Monday, March 07, 2011

Lawyers protest against examination

From The Hindu:
Hundreds of train commuters on the Tambaram-Chennai Beach section were stranded on Sunday for over an hour as lawyers squatted on train tracks between St. Thomas Mount and Guindy Railway Stations... The agitators, who had come to the city from various parts of the state ahead of the All India Bar Examination, were protesting against it.

The nation-wide open-book objective-type qualifying test was held in English and several regional languages across the country.


Soon after the examination began, disgruntled candidates stormed out of the exam venue, assembled on the railway tracks and roads outside.

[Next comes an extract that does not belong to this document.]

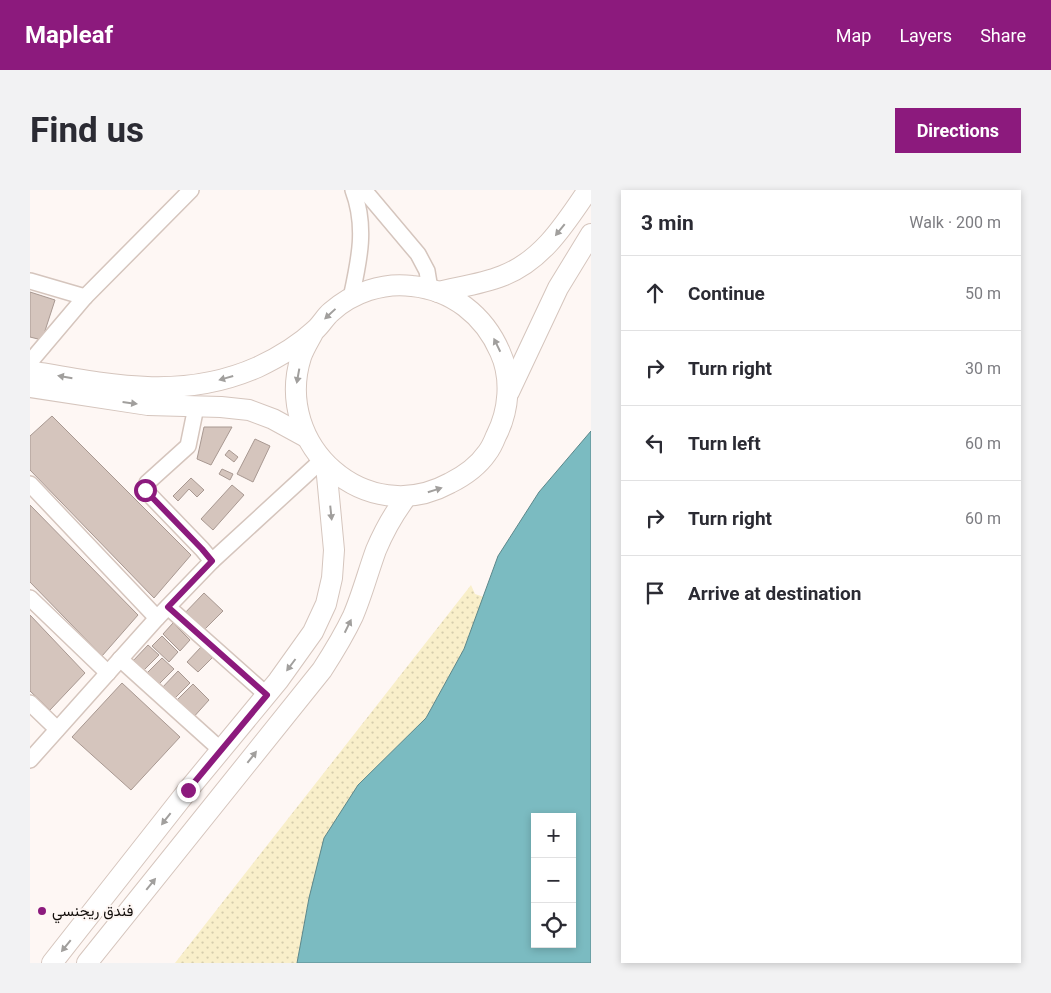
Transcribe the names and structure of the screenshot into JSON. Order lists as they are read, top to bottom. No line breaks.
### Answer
{"places":["فندق ريجنسي"],"page":{"header":"Mapleaf","nav":["Map","Layers","Share"],"buttons":"Directions","title":"Find us","heading":["3 min","Walk · 200 m"],"list":[["Continue","50 m"],["Turn right","30 m"],["Turn left","60 m"],["Turn right","60 m"],"Arrive at destination"],"map_buttons":["+","−"]}}
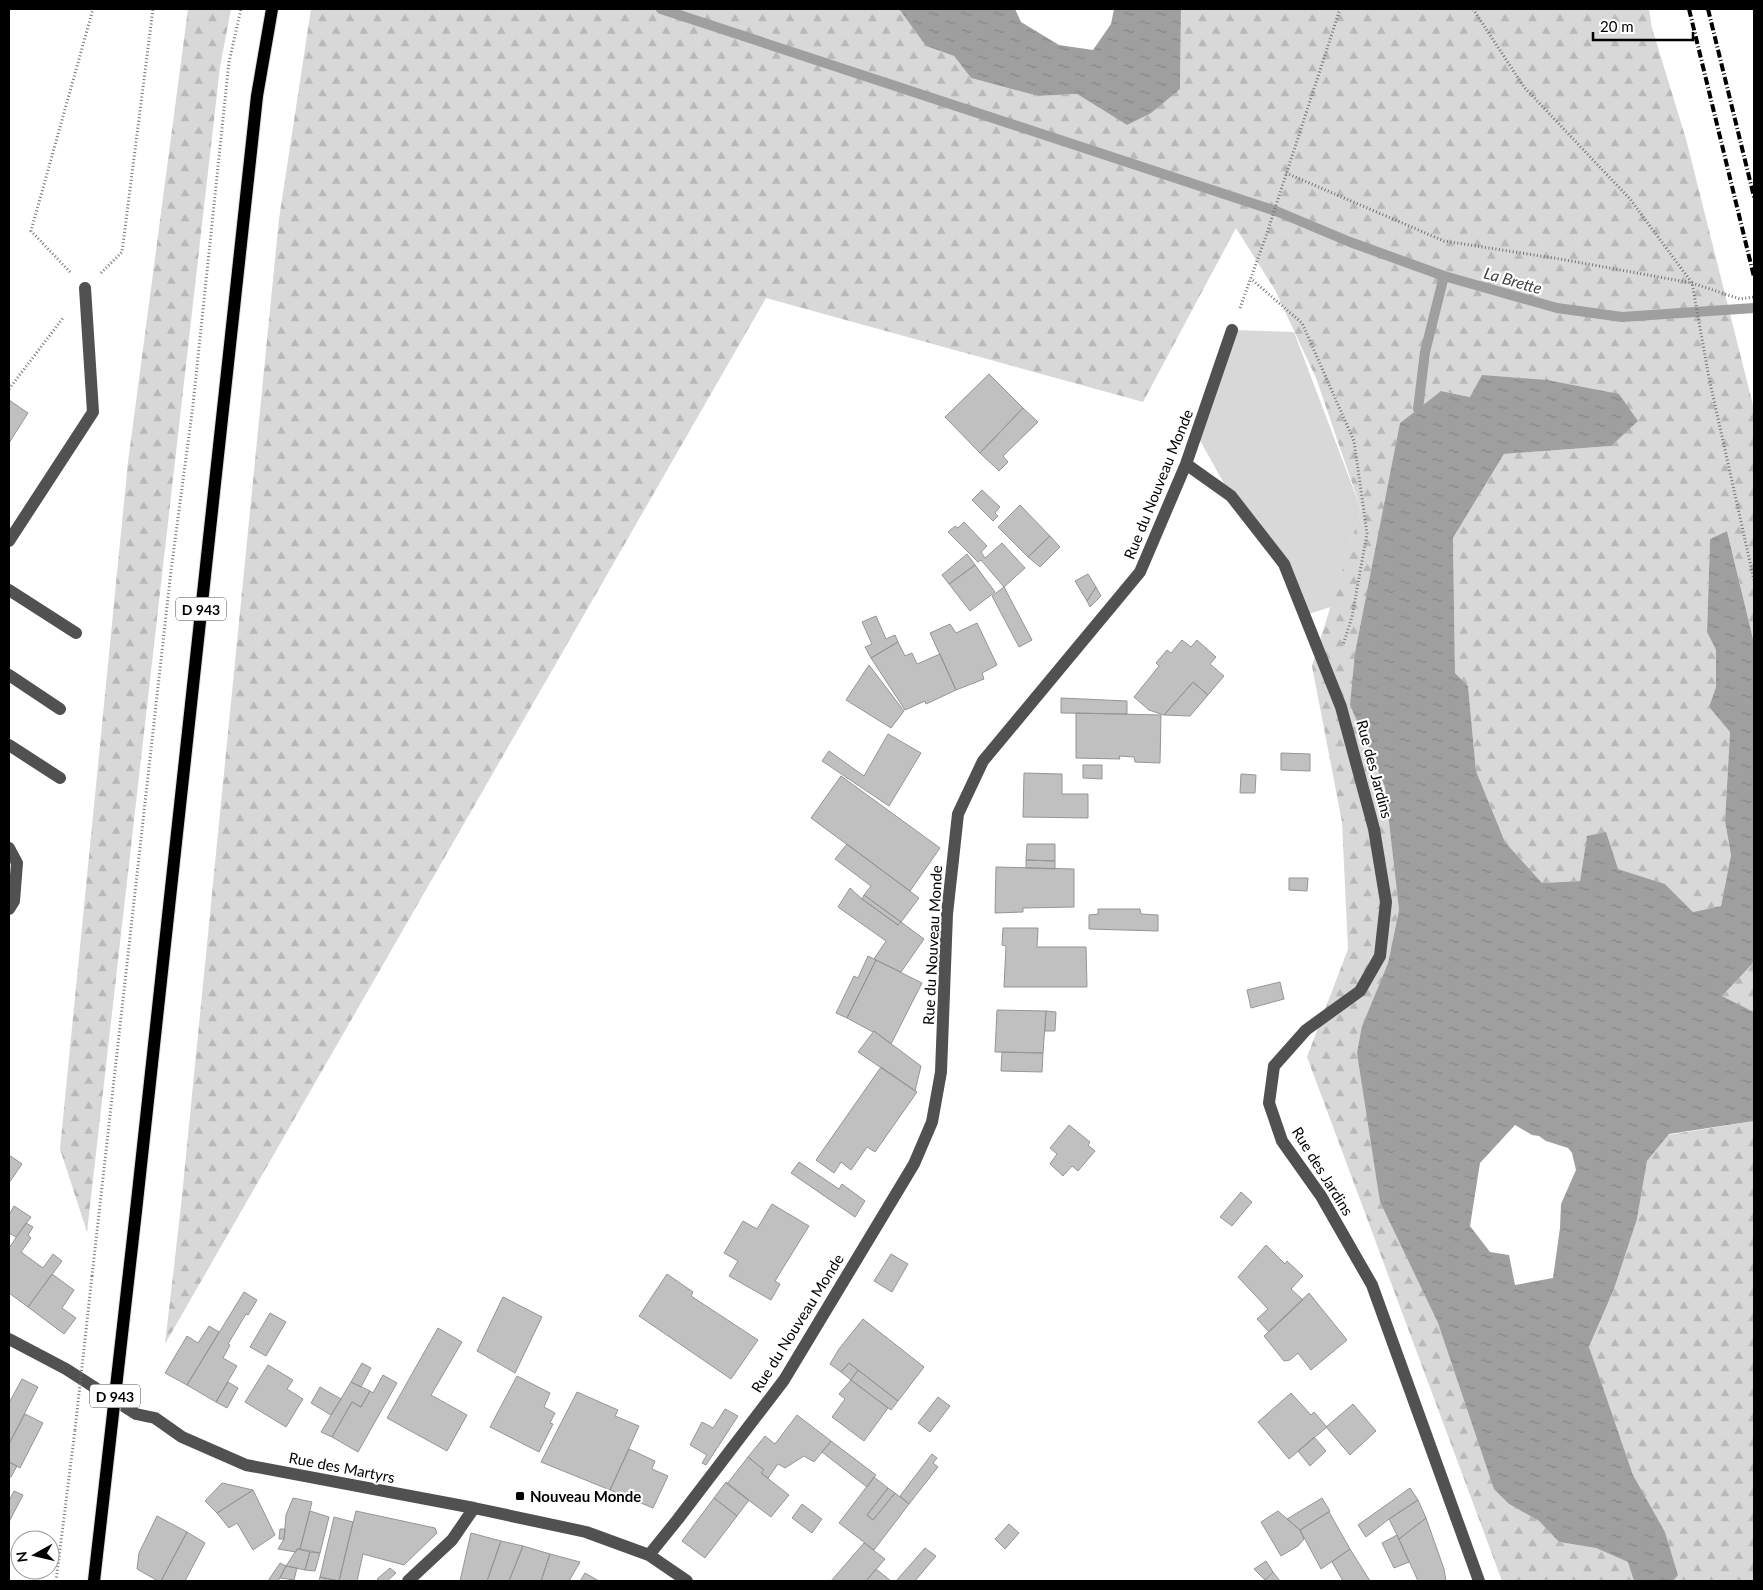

[The president of the Tamil Nadu Advocates Association] said that a test of this nature would expose the lack of knowledge of students from local law colleges when compared to those from schools of excellence.
Why am I not surprised? The so called local law colleges breed some of the most politicized and virulent forms of Collegius studentus in the city, specimens whose actions would make the Bus Day celebrators seem like five year old schoolgirls. Getting a strong grounding in law is the last thing on their minds, and expecting them to clear the exam is probably a bit too much. Here's what happened: they enrolled for the exam, paid the fees, and so on, and turned up at the exam center, and a cursory look at the question paper (I'm not even going to comment on the fact that it was a frigging open-book exam) was all it took to convince them that the money paid for the exam would have been better spent on, I don't know, booze and movie tickets.

Tuesday, March 01, 2011

Bus Day

The yearly ritual of hooligans college students commandeering buses and causing mayhem on the streets of Chennai is not just a law and order issue. It's a symptom of a deeper problem: the government's desire to keep the youth off the list of job seekers for another three years by getting them enrolled in worthless degree programs (not to mention building a support base for political parties). Everyone knows that these degrees lead to nothing except dead-end jobs as sales representatives and collection/verification agents zooming around recklessly on two wheelers -- on the same streets that bring bring back nostalgic memories of beating up bus drivers and stoning passersby and policemen -- but people still enroll themselves in these programs. The pittance that is charged as fees probably contributes to this, but a more important reason is the disdain for blue collar work. The same three years, if they had been spent acquiring vocational skills like plumbing, auto repair, refrigerator repair, and so on, would provide them with a solid career with decent wage potential, but no, they would rather study a bachelor's degree in economics, get barely passing grades (if at all they don't retain a set of 'arrears' in perpetuity) and go to work selling Eureka Forbes vacuum cleaners.